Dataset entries
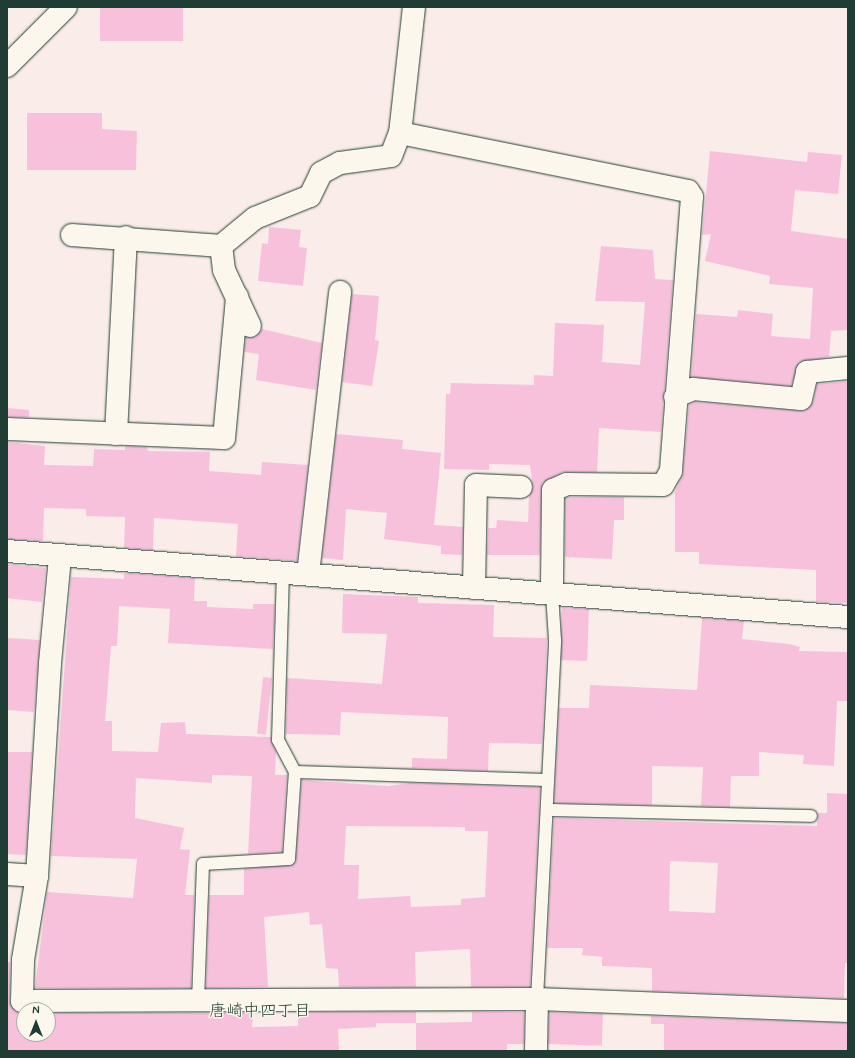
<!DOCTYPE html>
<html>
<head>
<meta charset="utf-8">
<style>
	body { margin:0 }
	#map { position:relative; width:855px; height:1058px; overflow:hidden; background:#faece9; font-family:Mynerve,"Klee One",sans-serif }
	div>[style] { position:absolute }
	.building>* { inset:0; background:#f8c1db; transform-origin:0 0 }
	.roads { filter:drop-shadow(0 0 1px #1f3d34) drop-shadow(0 0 1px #1f3d34) }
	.lane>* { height:12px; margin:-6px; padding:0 6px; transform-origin:6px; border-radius:6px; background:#fbf7ec }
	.street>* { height:22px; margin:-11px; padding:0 11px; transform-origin:11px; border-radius:11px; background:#fbf7ec }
	.secondary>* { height:22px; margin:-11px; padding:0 11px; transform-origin:11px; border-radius:11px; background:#fbf7ec }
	span { translate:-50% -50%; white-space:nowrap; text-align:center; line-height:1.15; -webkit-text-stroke:3px #fbf7ec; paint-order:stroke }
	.neighbourhood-label { font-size:17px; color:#1f3d34 }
	.frame { position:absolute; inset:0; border:8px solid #1f3d34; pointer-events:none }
	.north { position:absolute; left:16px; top:1002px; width:40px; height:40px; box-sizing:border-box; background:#fbf7ec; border:1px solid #a3ada2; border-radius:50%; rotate:0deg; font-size:11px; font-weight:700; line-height:16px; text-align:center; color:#1f3d34 }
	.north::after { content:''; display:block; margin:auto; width:14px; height:18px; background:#1f3d34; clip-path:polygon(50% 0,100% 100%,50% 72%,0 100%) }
</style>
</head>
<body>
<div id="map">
	<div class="building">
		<i style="left:100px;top:7px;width:83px;height:34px"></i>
		<i style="clip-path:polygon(27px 113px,102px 113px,102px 129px,137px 131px,136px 170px,27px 170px)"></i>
		<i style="clip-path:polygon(710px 151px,807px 162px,808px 152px,842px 155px,838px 194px,795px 190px,791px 231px,848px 239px,848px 330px,831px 331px,829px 357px,799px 362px,791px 386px,691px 377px,696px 314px,737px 317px,738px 310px,773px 314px,771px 336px,810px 339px,813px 288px,769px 284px,770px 276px,705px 261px,711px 234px,702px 235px)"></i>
		<i style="clip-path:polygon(269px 227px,301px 230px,299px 247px,307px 248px,303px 286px,258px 281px,262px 243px,268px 244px)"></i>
		<i style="clip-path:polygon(601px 246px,653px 250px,655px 279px,673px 280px,661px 432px,599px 428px,597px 472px,562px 472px,542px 483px,540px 555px,487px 555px,488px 528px,496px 528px,497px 520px,528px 522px,529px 496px,533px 487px,530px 465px,489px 464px,489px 470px,444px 469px,446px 394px,450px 394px,451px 383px,534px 385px,534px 375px,553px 376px,555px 323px,604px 325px,602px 362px,640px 365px,645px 302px,595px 301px)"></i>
		<i style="clip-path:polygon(352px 294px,379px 296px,375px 340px,379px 341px,372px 386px,342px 382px)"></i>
		<i style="clip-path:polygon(262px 329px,322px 343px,316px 390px,256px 380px,259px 354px,244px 352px,246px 337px,256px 337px)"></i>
		<i style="clip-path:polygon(848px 381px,848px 603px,816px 602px,816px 570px,699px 564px,699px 552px,675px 552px,675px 492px,683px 472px,689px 405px,695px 402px,805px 411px,813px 402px,817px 384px)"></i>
		<i style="clip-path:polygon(7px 408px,29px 410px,29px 417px,7px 417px)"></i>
		<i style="clip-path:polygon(336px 434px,403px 440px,402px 449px,441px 453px,434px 525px,463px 527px,462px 555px,441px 554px,441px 546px,384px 539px,387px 513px,346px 509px,343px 560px,322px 558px)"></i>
		<i style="clip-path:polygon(7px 442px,45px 446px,44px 465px,93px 466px,94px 449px,125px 450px,125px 446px,147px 447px,148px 451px,210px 452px,209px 471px,261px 475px,262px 462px,308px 465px,297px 561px,236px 556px,238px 524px,154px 518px,153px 550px,124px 548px,125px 517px,86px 516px,86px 509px,44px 508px,43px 541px,7px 539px)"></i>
		<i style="clip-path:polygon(570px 497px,624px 497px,624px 520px,614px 520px,612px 559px,565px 557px,565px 498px)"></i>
		<i style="left:7px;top:564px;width:39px;height:34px;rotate:6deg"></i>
		<i style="clip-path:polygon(124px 573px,195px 578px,194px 601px,207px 601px,207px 607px,253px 609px,253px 604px,275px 604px,273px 649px,168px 643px,170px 609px,119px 606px,117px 646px,111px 646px,105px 721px,112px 721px,112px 751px,158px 752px,161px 723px,185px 722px,186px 734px,271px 737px,276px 752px,275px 775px,287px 775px,282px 852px,248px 854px,252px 776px,212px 775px,212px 783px,136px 778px,135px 818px,184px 828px,180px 849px,190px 850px,185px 895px,194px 895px,191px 988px,35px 988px,47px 892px,133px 898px,137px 859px,51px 856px,71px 577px,124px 579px)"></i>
		<i style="clip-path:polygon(343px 594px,418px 597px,418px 603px,494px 605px,493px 637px,547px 638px,542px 744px,489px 743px,488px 771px,412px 768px,412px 758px,447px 759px,448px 717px,341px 712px,340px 735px,286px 734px,287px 678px,382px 684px,387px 634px,342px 633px)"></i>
		<i style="left:562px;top:608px;width:27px;height:52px;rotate:2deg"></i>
		<i style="clip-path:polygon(702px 618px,744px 621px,742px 639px,789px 644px,800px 647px,799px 651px,848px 652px,848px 701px,837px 701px,834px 766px,803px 764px,804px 755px,759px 752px,759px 776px,731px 776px,730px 807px,701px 806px,703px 767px,652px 766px,652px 805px,554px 803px,559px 708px,589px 708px,590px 685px,697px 690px)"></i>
		<i style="clip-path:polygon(7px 638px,40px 640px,34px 712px,7px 710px)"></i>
		<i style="left:263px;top:677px;width:9px;height:57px;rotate:6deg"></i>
		<i style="clip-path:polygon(7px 752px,32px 752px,26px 855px,7px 854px)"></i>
		<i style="clip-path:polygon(evenodd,302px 780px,388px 786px,411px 783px,540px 787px,530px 987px,471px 987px,470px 949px,415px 952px,416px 987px,339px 987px,338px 969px,326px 968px,322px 924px,310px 925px,309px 912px,264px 917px,268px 987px,206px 988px,209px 895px,244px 895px,244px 869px,295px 863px,302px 780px,346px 826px,465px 827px,465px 831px,488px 831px,485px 897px,461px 899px,461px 905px,411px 907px,410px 896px,358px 899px,359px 865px,344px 865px,346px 826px)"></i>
		<i style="clip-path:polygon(evenodd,827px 793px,848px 794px,848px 963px,845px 963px,844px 998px,652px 991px,652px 968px,602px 966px,602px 957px,582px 955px,583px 948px,547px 948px,554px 818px,817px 826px,818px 813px,827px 813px,827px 793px,670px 861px,718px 863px,715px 913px,669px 911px,670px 861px)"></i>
		<i style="clip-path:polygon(7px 962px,10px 962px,10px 1001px,15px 1012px,24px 1013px,24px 1034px,48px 1034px,48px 1013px,253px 1013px,252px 1027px,298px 1026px,298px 1012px,416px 1012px,416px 1023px,376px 1023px,376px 1027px,338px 1029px,339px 1051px,7px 1051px)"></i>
		<i style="clip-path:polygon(472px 1012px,524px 1012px,524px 1044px,507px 1044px,507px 1051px,416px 1051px,416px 1023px,472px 1022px)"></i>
		<i style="left:549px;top:1012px;width:54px;height:32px;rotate:2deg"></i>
		<i style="clip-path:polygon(651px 1016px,848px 1023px,848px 1051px,664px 1050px,664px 1024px,651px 1024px)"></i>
	</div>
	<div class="roads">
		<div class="lane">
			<i style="left:283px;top:572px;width:168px;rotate:91.7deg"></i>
			<i style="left:278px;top:740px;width:36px;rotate:62deg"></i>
			<i style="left:295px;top:772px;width:253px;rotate:1.8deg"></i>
			<i style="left:547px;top:810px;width:264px;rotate:1.3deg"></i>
			<i style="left:537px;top:999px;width:359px;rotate:-87.1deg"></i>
			<i style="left:555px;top:640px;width:46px;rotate:-93.7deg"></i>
			<i style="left:198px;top:1001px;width:137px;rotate:-87.9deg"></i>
			<i style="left:203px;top:864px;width:86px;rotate:-3.3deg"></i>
			<i style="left:289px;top:859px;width:87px;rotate:-86.1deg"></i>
		</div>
		<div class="street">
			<i style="left:414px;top:7px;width:127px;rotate:96.3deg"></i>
			<i style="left:400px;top:133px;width:294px;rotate:11.4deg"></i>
			<i style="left:688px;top:191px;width:7px;rotate:56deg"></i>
			<i style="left:692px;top:197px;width:275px;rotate:94.4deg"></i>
			<i style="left:671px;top:471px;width:16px;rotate:120deg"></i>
			<i style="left:663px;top:485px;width:96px;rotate:-179.4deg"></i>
			<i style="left:567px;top:484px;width:15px;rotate:157deg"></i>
			<i style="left:553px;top:490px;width:104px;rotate:90.6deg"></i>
			<i style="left:72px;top:235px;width:149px;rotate:4.2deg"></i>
			<i style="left:250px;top:326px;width:62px;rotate:-114.9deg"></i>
			<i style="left:224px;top:270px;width:24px;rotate:-97deg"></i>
			<i style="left:221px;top:246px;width:44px;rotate:-39.5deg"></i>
			<i style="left:255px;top:218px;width:59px;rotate:-21.8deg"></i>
			<i style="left:310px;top:196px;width:25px;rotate:-64deg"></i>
			<i style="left:321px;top:173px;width:21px;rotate:-28deg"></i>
			<i style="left:340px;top:163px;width:51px;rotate:-7.8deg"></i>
			<i style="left:391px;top:156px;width:25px;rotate:-69deg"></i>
			<i style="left:675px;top:397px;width:20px;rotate:-24deg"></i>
			<i style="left:693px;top:389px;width:108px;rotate:5.3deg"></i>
			<i style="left:801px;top:399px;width:28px;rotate:-77deg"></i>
			<i style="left:807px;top:372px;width:41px;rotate:-5.6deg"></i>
			<i style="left:7px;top:429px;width:217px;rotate:2.4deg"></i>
			<i style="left:224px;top:438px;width:142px;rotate:-84.7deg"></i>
			<i style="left:116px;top:434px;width:197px;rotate:-87.1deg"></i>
			<i style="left:308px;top:574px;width:284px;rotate:-83.5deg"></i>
			<i style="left:474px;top:588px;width:103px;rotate:-88.9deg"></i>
			<i style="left:476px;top:485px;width:45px;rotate:2.5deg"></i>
			<i style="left:7px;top:874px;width:30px;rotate:4deg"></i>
			<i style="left:37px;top:876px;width:213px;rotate:-86.5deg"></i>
			<i style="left:50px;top:663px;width:106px;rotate:-84.6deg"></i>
			<i style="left:37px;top:876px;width:85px;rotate:99.5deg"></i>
			<i style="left:23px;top:960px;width:41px;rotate:91.4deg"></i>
			<i style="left:22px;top:1001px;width:515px;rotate:-0.22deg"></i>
			<i style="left:537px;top:999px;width:311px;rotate:2.2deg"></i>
			<i style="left:536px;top:1051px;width:52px;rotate:-88.9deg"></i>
		</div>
		<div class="secondary">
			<i style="left:7px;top:66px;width:83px;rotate:-45deg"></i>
			<i style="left:7px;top:551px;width:844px;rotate:4.49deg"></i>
		</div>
	</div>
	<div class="neighbourhood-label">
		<span style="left:260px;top:1012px">唐崎中四丁目</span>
	</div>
	<div class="frame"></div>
	<div class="north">N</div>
</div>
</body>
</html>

■ PROBLEM DETAILS
The answer must be an exact copy of the lines from the start of the records above through the line containing "position:relative; width:855px; height:1058px;", with no pictures in it.

■ EXERCISE ANSWER
<!DOCTYPE html>
<html>
<head>
<meta charset="utf-8">
<style>
	body { margin:0 }
	#map { position:relative; width:855px; height:1058px; overflow:hidden; background:#faece9; font-family:Mynerve,"Klee One",sans-serif }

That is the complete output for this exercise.